Religious exemptions to helmet laws


Changes to the ACT’s road rules are now in effect, providing an exemption to mandatory helmet laws on religious grounds.

Jegdeep Singh with his bike after the helmet laws were introduced
Canberra resident Jagdeep Singh lobbied the ACT Government for an exemption to mandatory helmet laws, and can now legally ride his bike without a helmet. Photo: Kerrie Brewer.

The exemption, which commenced in December 2019, was sparked by correspondence from a member of the public, Jagdeep Singh, who wrote to Road Safety Minister Shane Rattenbury to request the law be amended so those from the Sikh community could ride bikes in the ACT.

“Canberra is a community where everyone should feel included. The Territory supports individuals practising their religion or belief and this regulation ensures that sections of the community are not excluded from active forms of transport,” Minister Rattenbury said.

“The change responds to an issue raised by the community, identifying this as a barrier to cycling. As an example, it is important to Sikh members of our community to wear religious headwear, and this can mean they can’t wear a bicycle helmet.
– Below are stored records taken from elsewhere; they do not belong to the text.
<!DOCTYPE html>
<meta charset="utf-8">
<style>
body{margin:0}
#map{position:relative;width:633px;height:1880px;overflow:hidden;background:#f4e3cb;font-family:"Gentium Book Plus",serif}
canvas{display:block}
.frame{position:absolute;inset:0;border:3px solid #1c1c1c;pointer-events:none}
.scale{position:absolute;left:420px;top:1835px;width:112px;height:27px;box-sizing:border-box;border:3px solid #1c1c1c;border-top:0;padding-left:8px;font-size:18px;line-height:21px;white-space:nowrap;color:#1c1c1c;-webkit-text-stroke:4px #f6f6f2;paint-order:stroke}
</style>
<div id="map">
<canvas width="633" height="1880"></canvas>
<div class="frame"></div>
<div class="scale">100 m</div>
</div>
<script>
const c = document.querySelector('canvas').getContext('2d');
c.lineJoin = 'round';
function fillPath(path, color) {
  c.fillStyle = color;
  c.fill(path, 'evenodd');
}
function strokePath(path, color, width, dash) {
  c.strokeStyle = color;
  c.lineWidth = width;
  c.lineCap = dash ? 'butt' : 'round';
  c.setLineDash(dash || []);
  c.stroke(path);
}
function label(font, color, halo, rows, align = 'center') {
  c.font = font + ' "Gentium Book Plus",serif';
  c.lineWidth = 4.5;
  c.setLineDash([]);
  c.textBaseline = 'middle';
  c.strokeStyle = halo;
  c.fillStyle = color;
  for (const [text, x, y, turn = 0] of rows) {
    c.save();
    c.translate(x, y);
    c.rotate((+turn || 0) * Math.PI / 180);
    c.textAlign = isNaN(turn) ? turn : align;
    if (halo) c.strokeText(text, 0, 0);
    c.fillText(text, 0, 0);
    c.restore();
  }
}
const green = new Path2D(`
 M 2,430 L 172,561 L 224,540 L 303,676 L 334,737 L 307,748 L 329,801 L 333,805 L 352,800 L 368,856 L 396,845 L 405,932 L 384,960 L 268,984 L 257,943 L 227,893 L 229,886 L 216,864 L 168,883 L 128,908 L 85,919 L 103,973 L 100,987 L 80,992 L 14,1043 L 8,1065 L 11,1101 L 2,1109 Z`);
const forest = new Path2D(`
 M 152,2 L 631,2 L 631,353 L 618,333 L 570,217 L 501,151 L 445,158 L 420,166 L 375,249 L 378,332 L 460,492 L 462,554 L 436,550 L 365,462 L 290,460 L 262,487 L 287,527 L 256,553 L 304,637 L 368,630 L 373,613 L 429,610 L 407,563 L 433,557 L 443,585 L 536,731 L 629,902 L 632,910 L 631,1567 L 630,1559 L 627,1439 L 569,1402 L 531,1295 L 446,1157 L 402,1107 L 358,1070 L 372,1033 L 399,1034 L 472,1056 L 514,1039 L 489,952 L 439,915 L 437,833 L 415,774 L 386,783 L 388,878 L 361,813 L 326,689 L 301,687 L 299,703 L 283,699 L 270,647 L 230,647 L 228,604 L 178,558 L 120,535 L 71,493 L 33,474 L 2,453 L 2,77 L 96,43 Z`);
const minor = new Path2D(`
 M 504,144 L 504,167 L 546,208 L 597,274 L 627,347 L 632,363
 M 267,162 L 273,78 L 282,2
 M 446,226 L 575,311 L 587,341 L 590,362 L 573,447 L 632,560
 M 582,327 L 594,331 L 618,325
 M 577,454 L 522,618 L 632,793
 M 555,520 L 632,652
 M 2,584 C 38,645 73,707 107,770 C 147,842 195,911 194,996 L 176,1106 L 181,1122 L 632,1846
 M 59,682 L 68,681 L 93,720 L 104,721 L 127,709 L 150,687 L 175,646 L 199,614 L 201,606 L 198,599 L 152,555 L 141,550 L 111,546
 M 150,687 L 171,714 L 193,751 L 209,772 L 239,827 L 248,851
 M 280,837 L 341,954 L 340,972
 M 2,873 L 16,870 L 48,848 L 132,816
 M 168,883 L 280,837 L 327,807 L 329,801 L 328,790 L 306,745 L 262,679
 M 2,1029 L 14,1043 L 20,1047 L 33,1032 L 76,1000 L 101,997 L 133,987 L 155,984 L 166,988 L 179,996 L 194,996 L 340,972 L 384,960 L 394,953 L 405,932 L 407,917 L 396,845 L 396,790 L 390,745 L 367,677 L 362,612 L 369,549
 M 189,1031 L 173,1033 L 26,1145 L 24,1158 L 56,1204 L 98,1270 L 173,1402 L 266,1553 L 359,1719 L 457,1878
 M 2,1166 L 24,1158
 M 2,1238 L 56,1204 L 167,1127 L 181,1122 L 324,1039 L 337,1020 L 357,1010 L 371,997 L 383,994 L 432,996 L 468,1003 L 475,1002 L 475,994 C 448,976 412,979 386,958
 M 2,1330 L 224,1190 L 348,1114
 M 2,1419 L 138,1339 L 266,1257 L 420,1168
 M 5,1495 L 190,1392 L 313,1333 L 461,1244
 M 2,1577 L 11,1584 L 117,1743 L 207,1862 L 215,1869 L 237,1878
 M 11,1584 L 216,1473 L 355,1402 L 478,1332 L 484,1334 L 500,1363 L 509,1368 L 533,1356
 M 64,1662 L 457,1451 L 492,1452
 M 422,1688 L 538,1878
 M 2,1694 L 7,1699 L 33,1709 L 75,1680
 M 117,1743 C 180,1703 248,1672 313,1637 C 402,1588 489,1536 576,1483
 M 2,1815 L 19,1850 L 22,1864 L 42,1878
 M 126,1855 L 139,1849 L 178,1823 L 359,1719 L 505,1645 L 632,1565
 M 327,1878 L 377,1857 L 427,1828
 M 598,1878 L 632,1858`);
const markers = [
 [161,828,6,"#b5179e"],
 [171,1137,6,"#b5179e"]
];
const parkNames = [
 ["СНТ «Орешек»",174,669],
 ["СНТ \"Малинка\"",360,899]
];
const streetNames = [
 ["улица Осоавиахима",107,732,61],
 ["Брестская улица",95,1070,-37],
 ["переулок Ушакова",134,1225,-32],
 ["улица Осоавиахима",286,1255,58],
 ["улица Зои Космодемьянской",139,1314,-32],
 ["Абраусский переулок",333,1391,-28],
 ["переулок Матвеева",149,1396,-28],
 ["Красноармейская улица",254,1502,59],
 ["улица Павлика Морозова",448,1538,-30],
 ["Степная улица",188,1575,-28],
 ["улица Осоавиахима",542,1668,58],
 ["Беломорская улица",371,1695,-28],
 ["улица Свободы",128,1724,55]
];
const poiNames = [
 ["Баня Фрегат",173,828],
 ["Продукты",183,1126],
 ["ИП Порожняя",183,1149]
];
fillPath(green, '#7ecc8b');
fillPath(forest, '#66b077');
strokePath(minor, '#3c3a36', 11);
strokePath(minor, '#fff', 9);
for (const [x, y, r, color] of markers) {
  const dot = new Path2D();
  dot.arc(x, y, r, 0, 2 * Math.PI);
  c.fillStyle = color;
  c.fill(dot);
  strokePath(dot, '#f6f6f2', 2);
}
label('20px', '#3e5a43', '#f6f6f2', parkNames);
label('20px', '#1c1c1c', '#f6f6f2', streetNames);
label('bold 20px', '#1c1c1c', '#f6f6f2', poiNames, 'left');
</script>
The exemptions will apply to people who: are members of a religious group; wear a type of headdress customarily worn by members of the group; wear headdress that makes it impractical for them to wear an approved bicycle helmet.

“The changes bring the ACT into line with Queensland, Victoria, WA and SA which already have similar exemptions in place. Helmet laws will remain in place for all other cyclists and there is no exemption for motorcycle riders,” Minister Rattenbury said.